* Exercise inputs *
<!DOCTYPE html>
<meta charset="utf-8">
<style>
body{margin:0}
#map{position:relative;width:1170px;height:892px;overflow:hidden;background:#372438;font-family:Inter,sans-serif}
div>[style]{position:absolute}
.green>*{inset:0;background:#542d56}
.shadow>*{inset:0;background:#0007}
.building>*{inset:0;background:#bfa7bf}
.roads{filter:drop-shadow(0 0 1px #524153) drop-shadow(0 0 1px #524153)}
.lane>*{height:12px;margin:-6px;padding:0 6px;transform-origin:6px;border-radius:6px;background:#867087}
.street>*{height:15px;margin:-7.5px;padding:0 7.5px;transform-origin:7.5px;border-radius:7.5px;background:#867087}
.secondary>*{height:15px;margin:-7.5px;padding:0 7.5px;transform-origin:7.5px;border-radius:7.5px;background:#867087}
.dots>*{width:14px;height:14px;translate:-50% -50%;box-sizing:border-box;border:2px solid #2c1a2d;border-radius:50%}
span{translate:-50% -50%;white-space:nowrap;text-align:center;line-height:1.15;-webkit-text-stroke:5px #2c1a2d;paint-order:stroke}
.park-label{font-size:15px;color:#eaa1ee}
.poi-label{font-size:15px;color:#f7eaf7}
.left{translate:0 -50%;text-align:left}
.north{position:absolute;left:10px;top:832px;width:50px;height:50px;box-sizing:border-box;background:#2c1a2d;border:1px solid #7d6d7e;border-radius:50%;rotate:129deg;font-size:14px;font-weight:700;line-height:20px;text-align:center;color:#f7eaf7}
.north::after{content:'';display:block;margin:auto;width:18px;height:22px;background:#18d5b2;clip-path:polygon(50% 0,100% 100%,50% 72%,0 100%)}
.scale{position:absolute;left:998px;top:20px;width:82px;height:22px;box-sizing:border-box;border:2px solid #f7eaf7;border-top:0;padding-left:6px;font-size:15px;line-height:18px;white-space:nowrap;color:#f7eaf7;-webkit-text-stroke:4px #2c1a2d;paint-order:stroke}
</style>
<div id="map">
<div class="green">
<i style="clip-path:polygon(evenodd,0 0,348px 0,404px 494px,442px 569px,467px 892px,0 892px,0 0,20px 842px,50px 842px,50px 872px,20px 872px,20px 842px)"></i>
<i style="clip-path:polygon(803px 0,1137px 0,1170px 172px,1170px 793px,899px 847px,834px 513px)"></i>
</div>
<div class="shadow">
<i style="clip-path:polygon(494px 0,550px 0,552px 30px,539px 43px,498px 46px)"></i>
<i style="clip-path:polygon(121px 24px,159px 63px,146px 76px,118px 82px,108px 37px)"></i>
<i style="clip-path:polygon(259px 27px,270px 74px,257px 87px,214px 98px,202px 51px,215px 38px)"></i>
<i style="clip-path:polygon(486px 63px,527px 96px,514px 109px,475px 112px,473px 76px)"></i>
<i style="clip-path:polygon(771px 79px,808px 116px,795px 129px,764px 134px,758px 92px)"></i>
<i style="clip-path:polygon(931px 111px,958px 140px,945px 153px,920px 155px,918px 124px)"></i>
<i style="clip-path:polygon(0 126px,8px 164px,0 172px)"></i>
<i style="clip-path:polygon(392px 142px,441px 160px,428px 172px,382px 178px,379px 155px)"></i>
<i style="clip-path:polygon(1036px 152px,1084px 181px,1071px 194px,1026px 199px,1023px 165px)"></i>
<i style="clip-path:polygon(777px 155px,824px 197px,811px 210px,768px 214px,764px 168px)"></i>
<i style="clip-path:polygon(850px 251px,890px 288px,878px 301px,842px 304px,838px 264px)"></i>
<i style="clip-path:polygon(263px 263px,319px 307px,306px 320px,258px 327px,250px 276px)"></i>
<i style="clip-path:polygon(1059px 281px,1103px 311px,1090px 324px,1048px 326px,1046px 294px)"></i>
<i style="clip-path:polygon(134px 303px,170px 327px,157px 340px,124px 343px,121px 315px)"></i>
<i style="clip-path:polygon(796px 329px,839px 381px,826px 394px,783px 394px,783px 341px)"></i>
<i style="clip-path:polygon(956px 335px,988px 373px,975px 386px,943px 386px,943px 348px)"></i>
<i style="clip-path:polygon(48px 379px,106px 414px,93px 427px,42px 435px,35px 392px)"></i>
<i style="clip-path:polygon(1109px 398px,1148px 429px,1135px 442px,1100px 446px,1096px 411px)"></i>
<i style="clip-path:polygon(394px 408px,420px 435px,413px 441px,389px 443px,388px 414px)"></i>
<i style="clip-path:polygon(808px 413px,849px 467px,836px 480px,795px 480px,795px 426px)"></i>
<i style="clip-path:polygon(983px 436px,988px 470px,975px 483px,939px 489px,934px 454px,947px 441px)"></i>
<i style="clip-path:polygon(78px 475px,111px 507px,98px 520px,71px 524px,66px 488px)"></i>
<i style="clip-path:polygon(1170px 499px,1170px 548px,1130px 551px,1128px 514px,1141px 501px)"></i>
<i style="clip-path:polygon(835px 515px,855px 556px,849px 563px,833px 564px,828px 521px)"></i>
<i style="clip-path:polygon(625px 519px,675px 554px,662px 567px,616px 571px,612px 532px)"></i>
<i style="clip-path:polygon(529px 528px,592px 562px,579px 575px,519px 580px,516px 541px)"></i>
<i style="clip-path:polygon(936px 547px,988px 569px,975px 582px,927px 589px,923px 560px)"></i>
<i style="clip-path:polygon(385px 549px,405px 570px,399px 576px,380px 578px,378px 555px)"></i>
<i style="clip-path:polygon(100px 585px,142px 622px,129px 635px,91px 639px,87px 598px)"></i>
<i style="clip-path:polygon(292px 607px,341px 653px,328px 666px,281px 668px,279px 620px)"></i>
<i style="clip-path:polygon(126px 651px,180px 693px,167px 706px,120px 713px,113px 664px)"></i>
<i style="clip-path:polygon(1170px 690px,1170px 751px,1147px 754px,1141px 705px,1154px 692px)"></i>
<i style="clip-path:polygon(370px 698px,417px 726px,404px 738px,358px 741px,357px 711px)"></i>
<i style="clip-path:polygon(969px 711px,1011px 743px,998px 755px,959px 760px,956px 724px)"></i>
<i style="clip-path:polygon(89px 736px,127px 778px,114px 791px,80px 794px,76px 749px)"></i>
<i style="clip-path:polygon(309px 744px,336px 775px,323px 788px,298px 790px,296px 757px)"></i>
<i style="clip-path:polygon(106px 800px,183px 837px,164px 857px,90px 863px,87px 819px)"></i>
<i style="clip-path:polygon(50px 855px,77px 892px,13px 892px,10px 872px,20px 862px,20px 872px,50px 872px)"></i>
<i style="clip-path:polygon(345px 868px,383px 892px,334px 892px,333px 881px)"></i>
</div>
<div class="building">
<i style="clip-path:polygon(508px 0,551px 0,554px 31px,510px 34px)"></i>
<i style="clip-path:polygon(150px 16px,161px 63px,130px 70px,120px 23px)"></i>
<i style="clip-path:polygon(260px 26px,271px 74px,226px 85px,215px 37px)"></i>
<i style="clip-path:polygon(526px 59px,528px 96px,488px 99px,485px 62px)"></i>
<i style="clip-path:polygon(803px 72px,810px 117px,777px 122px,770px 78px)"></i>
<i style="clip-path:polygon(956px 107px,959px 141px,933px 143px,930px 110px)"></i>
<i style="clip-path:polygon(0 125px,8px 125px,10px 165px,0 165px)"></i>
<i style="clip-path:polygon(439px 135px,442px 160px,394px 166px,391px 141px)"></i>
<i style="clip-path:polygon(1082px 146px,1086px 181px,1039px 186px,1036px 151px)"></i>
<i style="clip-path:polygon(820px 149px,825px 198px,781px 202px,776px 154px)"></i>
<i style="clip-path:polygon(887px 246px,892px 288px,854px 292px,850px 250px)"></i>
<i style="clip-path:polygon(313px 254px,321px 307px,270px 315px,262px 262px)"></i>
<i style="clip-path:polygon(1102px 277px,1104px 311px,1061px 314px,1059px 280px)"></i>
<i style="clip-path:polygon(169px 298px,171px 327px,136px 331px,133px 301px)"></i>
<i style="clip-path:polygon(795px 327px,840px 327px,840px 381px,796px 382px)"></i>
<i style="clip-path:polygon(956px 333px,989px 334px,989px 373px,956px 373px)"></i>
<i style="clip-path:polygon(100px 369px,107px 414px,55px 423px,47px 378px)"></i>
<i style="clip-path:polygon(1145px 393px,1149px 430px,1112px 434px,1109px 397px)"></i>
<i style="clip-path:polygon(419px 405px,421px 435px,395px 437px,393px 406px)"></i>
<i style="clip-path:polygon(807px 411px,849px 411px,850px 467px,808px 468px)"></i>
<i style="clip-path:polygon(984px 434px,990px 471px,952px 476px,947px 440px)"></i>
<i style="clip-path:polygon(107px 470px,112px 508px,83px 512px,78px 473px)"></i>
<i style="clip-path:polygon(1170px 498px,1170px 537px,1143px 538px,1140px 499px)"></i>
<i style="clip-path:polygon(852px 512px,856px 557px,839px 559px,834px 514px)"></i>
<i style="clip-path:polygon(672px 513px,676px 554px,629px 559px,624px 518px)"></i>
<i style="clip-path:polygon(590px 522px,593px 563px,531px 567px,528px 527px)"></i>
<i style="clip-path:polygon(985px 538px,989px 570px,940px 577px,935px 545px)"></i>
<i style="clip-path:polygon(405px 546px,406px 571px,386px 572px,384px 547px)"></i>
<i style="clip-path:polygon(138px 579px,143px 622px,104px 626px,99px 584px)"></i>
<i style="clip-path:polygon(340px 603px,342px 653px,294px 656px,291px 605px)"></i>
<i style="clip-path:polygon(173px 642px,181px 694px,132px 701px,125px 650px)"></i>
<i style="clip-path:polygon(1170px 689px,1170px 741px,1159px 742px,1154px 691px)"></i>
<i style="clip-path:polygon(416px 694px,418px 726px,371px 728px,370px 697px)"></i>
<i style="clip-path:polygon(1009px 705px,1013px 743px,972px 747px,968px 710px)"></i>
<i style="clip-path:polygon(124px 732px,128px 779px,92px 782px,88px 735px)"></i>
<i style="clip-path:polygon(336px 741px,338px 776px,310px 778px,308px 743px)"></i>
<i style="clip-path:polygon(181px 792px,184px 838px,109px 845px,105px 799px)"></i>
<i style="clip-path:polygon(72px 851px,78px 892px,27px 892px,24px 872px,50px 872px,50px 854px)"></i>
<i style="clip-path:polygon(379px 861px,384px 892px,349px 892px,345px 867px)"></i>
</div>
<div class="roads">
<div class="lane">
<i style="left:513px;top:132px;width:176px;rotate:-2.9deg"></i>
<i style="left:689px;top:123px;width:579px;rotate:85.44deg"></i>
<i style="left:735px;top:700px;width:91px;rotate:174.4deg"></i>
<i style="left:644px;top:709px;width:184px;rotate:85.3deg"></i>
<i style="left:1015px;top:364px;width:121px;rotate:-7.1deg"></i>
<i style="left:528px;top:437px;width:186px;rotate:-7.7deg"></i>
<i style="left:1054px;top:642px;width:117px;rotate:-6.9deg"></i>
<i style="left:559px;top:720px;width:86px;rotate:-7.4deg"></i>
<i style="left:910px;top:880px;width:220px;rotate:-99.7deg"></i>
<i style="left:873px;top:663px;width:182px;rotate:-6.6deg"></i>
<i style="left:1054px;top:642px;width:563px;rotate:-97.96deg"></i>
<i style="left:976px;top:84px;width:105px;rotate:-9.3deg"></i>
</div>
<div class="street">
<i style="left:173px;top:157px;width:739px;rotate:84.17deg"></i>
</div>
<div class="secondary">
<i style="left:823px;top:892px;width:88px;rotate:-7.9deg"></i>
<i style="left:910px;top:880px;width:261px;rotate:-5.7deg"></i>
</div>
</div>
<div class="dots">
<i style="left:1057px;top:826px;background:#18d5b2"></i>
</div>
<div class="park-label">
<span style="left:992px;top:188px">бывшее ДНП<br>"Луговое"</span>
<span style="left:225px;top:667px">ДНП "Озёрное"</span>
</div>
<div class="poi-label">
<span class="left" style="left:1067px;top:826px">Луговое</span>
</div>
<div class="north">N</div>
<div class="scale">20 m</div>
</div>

* Task item *
All lines from the first line of the listing above through the line containing "1px #524153) drop-shadow(0" are to be retyped exactly. Leave out any other line.

* Task answer *
<!DOCTYPE html>
<meta charset="utf-8">
<style>
body{margin:0}
#map{position:relative;width:1170px;height:892px;overflow:hidden;background:#372438;font-family:Inter,sans-serif}
div>[style]{position:absolute}
.green>*{inset:0;background:#542d56}
.shadow>*{inset:0;background:#0007}
.building>*{inset:0;background:#bfa7bf}
.roads{filter:drop-shadow(0 0 1px #524153) drop-shadow(0 0 1px #524153)}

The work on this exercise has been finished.